Severe weather threatens south Georgia events -, South Georgia News, Weather, Sports

Severe weather threatens south Georgia events

Here in south Georgia, the National Weather Service is predicting storms like we had early last week with strong winds and lightening.

Those at outdoor events like Relay for Life and others are keeping a close eye on the sky. Emergency Management officials recommend everyone storm proof their yards tonight along with turning on their weather radios. If severe weather strikes, they may end this event early, sending everyone in search of shelter.

The opening ceremonies just kicked off and the bulk of Friday's event happen before 11:00 PM and they're hoping to get everything in.

The winds were blowing at Darton College as teams tried to set up for tonight's Relay for Life. They're no stranger to bad weather.

"A little rain never hurt anybody, the gusting winds, we'll see," said Adrienne Wilson, Relay for Life Co-Chairman.

Members of the Albany-Dougherty Rescue Squad will be on hand Friday night, to alert teams of severe weather.

"We're going to look at, I guess keep up with the Doppler, maybe at WALB, and just keep up with the weather," said Wilson.

In fact, Emergency Management officials are asking everyone to prepare for the storm.
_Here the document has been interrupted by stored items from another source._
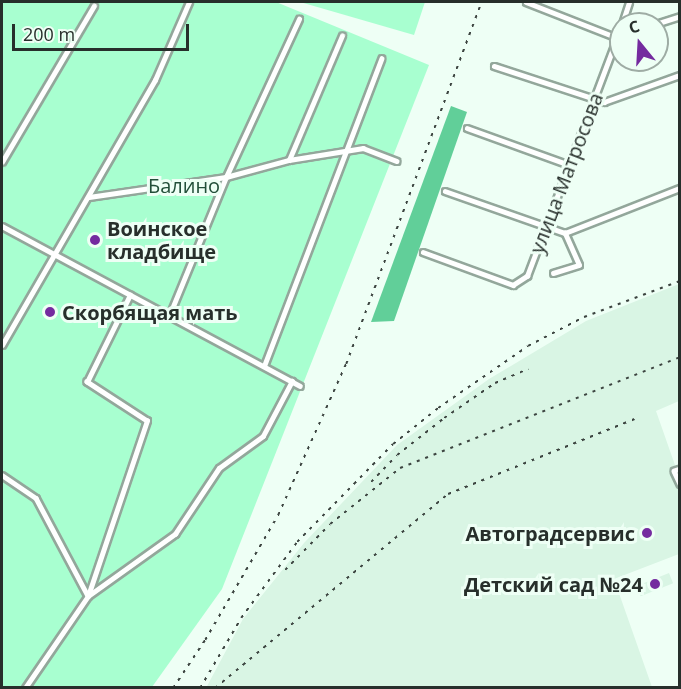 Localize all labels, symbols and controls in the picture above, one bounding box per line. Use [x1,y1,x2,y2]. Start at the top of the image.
scale bar [15,12,192,50]
north arrow [609,12,669,72]
text: С [626,15,642,39]
text: 200 m [23,22,75,46]
street label: улица Матросова [524,89,608,257]
park label: Балино [148,173,220,197]
place label: Воинское кладбище [107,216,216,263]
marker: Воинское кладбище [88,233,102,247]
place label: Скорбящая мать [62,300,238,324]
marker: Скорбящая мать [43,305,57,319]
place label: Автоградсервис [466,521,635,545]
marker: Автоградсервис [640,526,654,540]
place label: Детский сад №24 [464,572,643,596]
marker: Детский сад №24 [648,577,662,591] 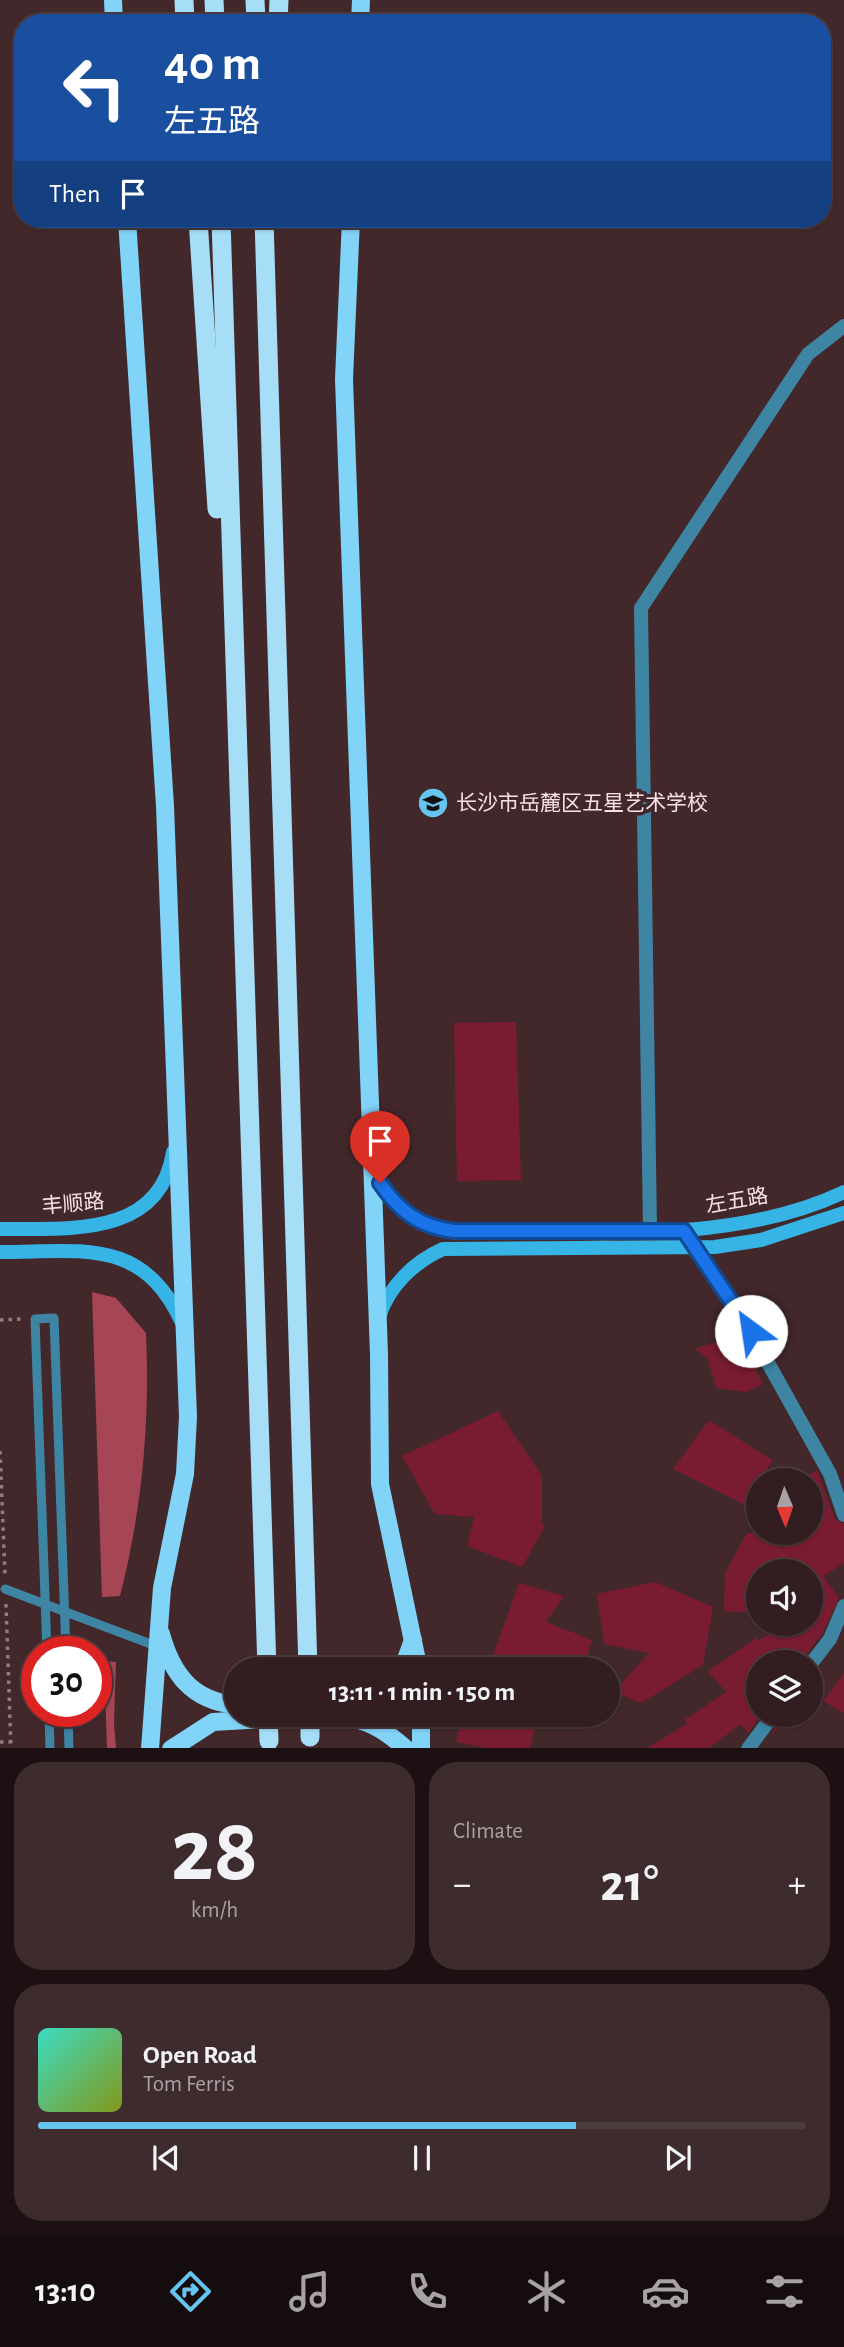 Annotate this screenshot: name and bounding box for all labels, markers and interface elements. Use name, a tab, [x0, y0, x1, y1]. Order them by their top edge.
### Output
text: 40 m	[164, 40, 261, 89]
icon: left	[49, 42, 140, 133]
text: 左五路	[164, 106, 260, 138]
icon: arrive	[114, 175, 152, 213]
text: Then	[49, 181, 100, 207]
school or university icon: 长沙市岳麓区五星艺术学校	[416, 786, 450, 820]
place label: 长沙市岳麓区五星艺术学校	[456, 792, 708, 814]
pin	[350, 1111, 410, 1183]
icon: arrive	[361, 1122, 399, 1160]
street label: 左五路	[704, 1184, 770, 1217]
street label: 丰顺路	[41, 1190, 105, 1217]
position arrow	[714, 1294, 788, 1368]
north arrow	[746, 1468, 822, 1545]
map controls	[746, 1468, 823, 1727]
button: sound	[746, 1559, 823, 1636]
speed limit sign: 30	[21, 1636, 112, 1727]
button: layers	[746, 1650, 823, 1727]
text: 13:11 · 1 min · 150 m	[329, 1679, 515, 1705]
text: 28	[171, 1806, 258, 1897]
text: Climate	[453, 1820, 523, 1843]
text: 21°	[600, 1858, 659, 1910]
text: −	[453, 1866, 471, 1904]
text: +	[788, 1866, 806, 1904]
text: km/h	[191, 1899, 238, 1922]
text: Open Road	[143, 2042, 257, 2068]
text: Tom Ferris	[143, 2073, 235, 2096]
icon: previous	[147, 2139, 185, 2177]
icon: pause	[403, 2139, 441, 2177]
icon: next	[659, 2139, 697, 2177]
icon: directions	[166, 2267, 215, 2316]
icon: music	[285, 2267, 334, 2316]
icon: phone	[403, 2267, 452, 2316]
icon: climate	[522, 2267, 571, 2316]
icon: car	[641, 2267, 690, 2316]
icon: filters	[760, 2267, 809, 2316]
text: 13:10	[35, 2275, 96, 2307] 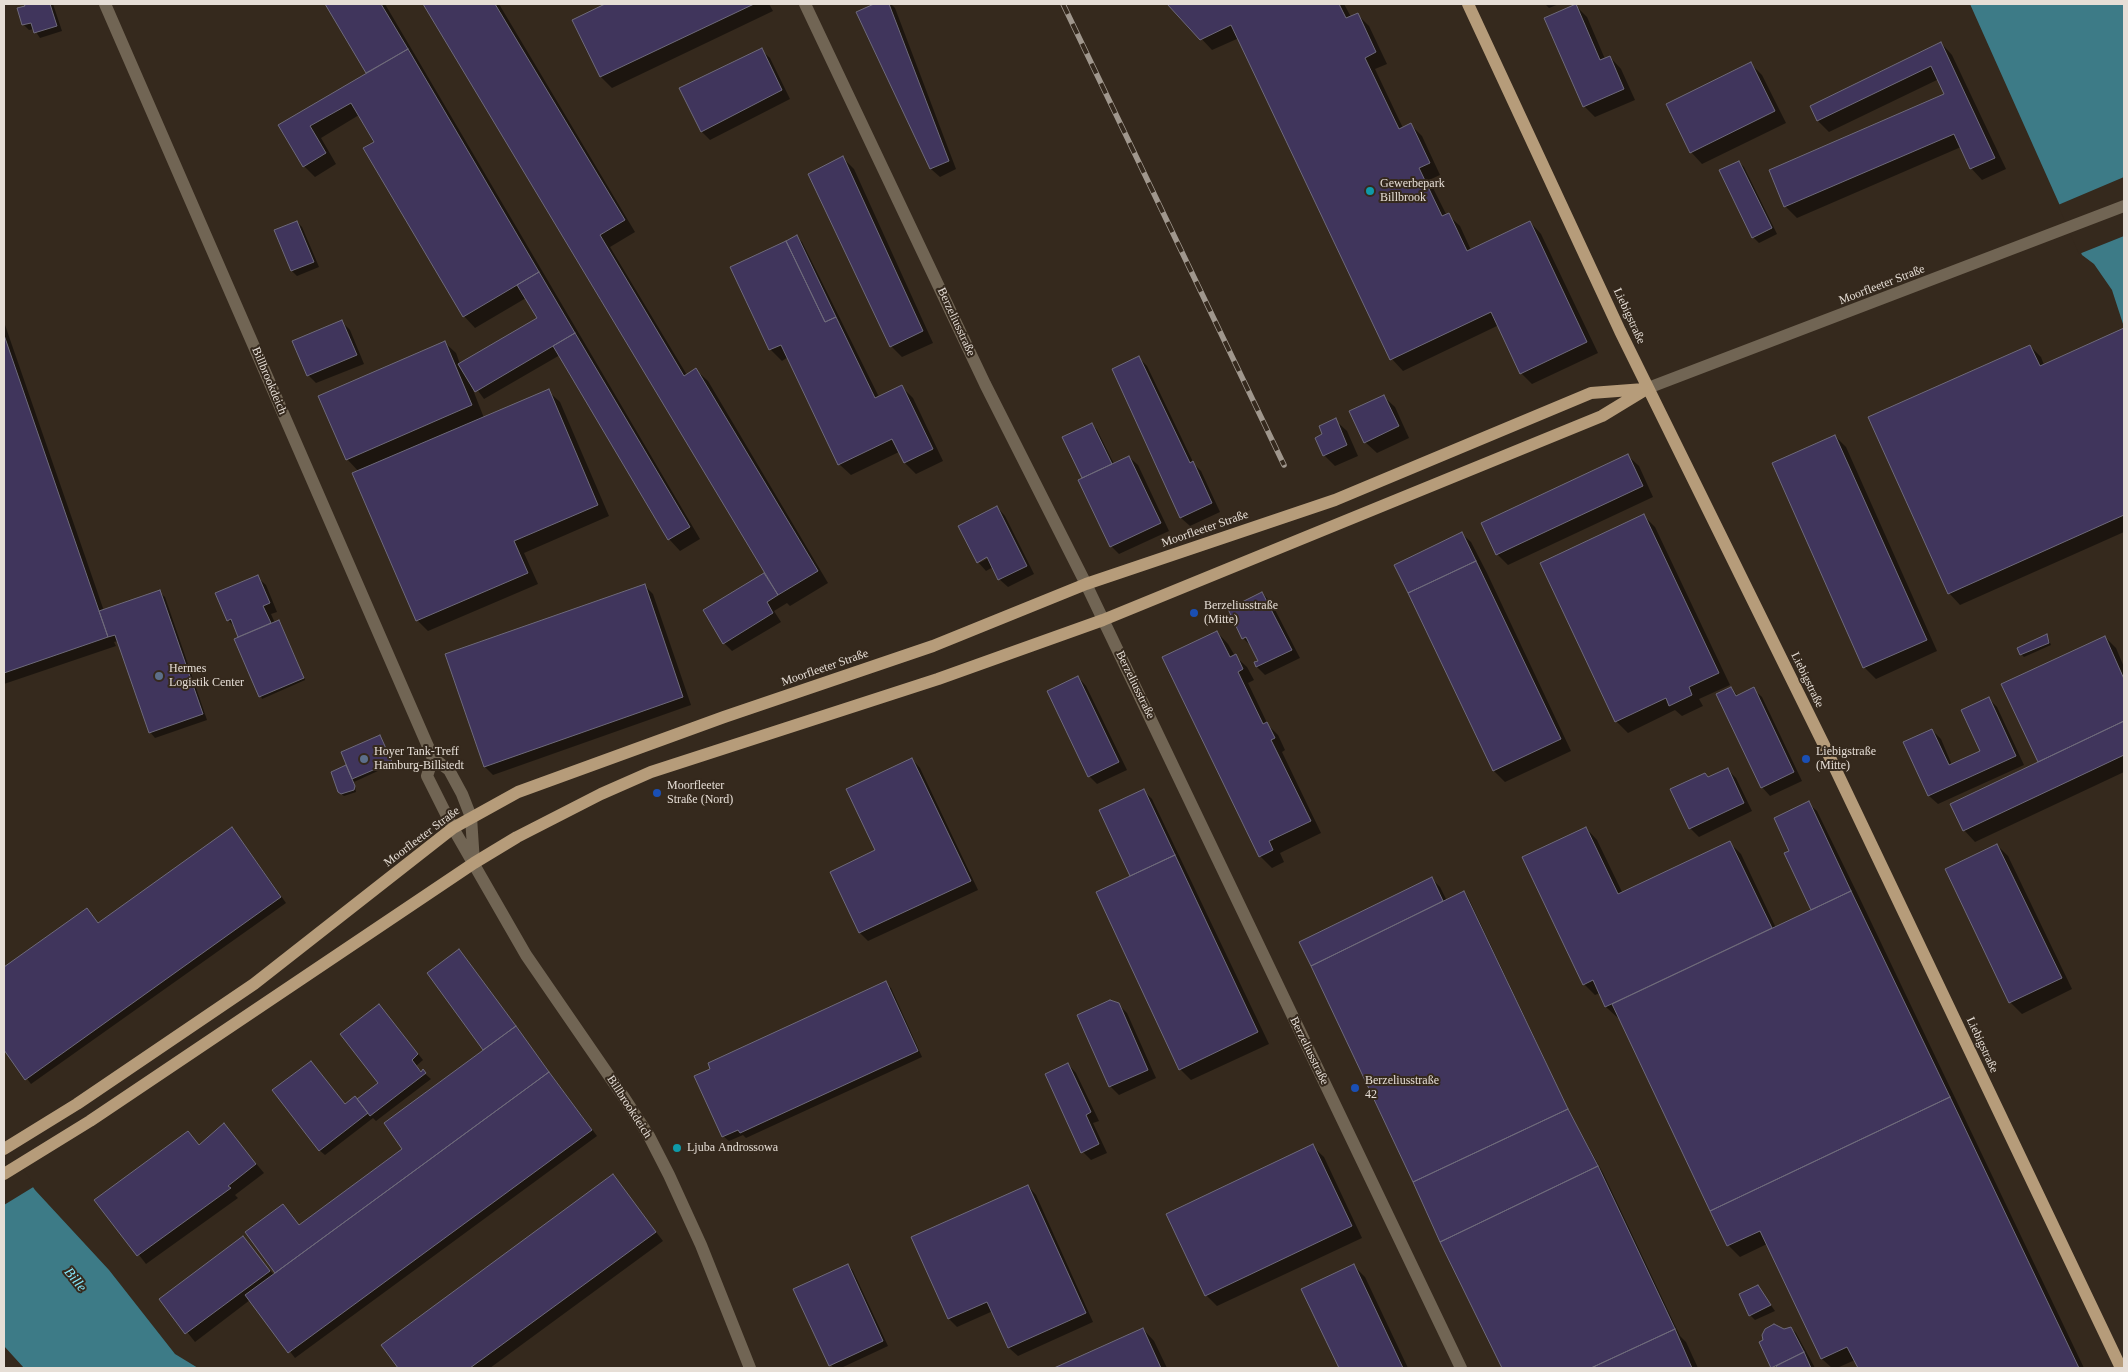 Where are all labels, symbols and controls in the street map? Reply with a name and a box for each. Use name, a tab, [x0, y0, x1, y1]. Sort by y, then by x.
place label: Gewerbepark Billbrook	[1380, 177, 1445, 205]
marker: Gewerbepark Billbrook	[1364, 185, 1376, 197]
street label: Moorfleeter Straße	[1837, 262, 1927, 308]
street label: Berzeliusstraße	[934, 285, 978, 359]
street label: Liebigstraße	[1610, 286, 1648, 346]
street label: Billbrookdeich	[248, 345, 290, 417]
street label: Moorfleeter Straße	[1160, 507, 1250, 551]
place label: Berzeliusstraße (Mitte)	[1204, 599, 1278, 627]
marker: Berzeliusstraße (Mitte)	[1188, 607, 1200, 619]
street label: Moorfleeter Straße	[780, 646, 870, 690]
street label: Berzeliusstraße	[1112, 649, 1158, 721]
street label: Liebigstraße	[1787, 650, 1827, 710]
place label: Hermes Logistik Center	[169, 662, 244, 690]
marker: Hermes Logistik Center	[153, 670, 165, 682]
place label: Hoyer Tank-Treff Hamburg-Billstedt	[374, 745, 464, 773]
place label: Liebigstraße (Mitte)	[1816, 745, 1876, 773]
marker: Hoyer Tank-Treff Hamburg-Billstedt	[358, 753, 370, 765]
marker: Liebigstraße (Mitte)	[1800, 753, 1812, 765]
place label: Moorfleeter Straße (Nord)	[667, 779, 733, 807]
marker: Moorfleeter Straße (Nord)	[651, 787, 663, 799]
street label: Moorfleeter Straße	[381, 804, 463, 870]
street label: Berzeliusstraße	[1286, 1015, 1332, 1087]
street label: Liebigstraße	[1963, 1015, 2001, 1075]
street label: Billbrookdeich	[603, 1073, 655, 1141]
place label: Berzeliusstraße 42	[1365, 1074, 1439, 1102]
marker: Berzeliusstraße 42	[1349, 1082, 1361, 1094]
place label: Ljuba Androssowa	[687, 1141, 778, 1155]
marker: Ljuba Androssowa	[671, 1142, 683, 1154]
water label: Bille	[60, 1264, 90, 1296]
Just last week 8 Albany homes and vehicles were damaged when trees fell in high winds.

"Look for things in your yard that might become missiles, you may have a hanging lantern, you may have a lawn chair, hanging pots that might get blown and crash into your window," said Jim Vaught, Deputy EMA Director.

You're also encouraged to watch where you park.

"Look up and make sure there isn't a heavy limb hanging across your car that could come down on it," said Vaught.

They'll be on high alert for those camping out at Chehaw for the Native American Festival in the park's campground.

"I have a camp host and that's one of his jobs if we have severe weather coming in he'll get around to our campers and say hey guys we got something coming," said Ben Kirkland, Chehaw Natural Resource Manager.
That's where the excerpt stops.